- [Assignment]: Verbatim transcription of the listing is needed.

- [Recorded data]:
#####
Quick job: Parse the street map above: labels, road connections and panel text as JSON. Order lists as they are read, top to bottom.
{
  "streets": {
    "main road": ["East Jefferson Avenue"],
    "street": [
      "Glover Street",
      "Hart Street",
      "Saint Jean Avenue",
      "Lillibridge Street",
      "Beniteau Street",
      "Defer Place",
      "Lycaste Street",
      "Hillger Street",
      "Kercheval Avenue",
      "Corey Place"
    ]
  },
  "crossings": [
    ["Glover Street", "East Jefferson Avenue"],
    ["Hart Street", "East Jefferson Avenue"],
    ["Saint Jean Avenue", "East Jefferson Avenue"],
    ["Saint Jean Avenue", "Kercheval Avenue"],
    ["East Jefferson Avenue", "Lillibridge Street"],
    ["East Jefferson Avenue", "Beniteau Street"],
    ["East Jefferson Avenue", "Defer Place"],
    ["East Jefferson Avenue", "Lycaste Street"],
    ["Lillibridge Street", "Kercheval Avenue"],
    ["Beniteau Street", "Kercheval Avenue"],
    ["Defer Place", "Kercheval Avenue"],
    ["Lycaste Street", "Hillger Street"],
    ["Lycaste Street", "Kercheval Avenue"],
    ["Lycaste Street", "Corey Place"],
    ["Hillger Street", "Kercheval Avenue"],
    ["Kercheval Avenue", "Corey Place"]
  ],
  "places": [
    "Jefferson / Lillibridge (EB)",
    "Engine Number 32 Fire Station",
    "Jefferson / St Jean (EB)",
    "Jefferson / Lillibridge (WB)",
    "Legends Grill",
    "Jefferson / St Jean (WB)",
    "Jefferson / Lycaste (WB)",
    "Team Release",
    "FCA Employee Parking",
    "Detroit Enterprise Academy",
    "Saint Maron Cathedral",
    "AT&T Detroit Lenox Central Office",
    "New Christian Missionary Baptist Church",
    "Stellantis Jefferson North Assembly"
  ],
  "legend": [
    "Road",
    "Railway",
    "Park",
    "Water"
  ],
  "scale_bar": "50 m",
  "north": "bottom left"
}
#####
- [Answer to this task]:
Quick job: Parse the street map above: labels, road connections and panel text as JSON. Order lists as they are read, top to bottom.
{
  "streets": {
    "main road": ["East Jefferson Avenue"],
    "street": [
      "Glover Street",
      "Hart Street",
      "Saint Jean Avenue",
      "Lillibridge Street",
      "Beniteau Street",
      "Defer Place",
      "Lycaste Street",
      "Hillger Street",
      "Kercheval Avenue",
      "Corey Place"
    ]
  },
  "crossings": [
    ["Glover Street", "East Jefferson Avenue"],
    ["Hart Street", "East Jefferson Avenue"],
    ["Saint Jean Avenue", "East Jefferson Avenue"],
    ["Saint Jean Avenue", "Kercheval Avenue"],
    ["East Jefferson Avenue", "Lillibridge Street"],
    ["East Jefferson Avenue", "Beniteau Street"],
    ["East Jefferson Avenue", "Defer Place"],
    ["East Jefferson Avenue", "Lycaste Street"],
    ["Lillibridge Street", "Kercheval Avenue"],
    ["Beniteau Street", "Kercheval Avenue"],
    ["Defer Place", "Kercheval Avenue"],
    ["Lycaste Street", "Hillger Street"],
    ["Lycaste Street", "Kercheval Avenue"],
    ["Lycaste Street", "Corey Place"],
    ["Hillger Street", "Kercheval Avenue"],
    ["Kercheval Avenue", "Corey Place"]
  ],
  "places": [
    "Jefferson / Lillibridge (EB)",
    "Engine Number 32 Fire Station",
    "Jefferson / St Jean (EB)",
    "Jefferson / Lillibridge (WB)",
    "Legends Grill",
    "Jefferson / St Jean (WB)",
    "Jefferson / Lycaste (WB)",
    "Team Release",
    "FCA Employee Parking",
    "Detroit Enterprise Academy",
    "Saint Maron Cathedral",
    "AT&T Detroit Lenox Central Office",
    "New Christian Missionary Baptist Church",
    "Stellantis Jefferson North Assembly"
  ],
  "legend": [
    "Road",
    "Railway",
    "Park",
    "Water"
  ],
  "scale_bar": "50 m",
  "north": "bottom left"
}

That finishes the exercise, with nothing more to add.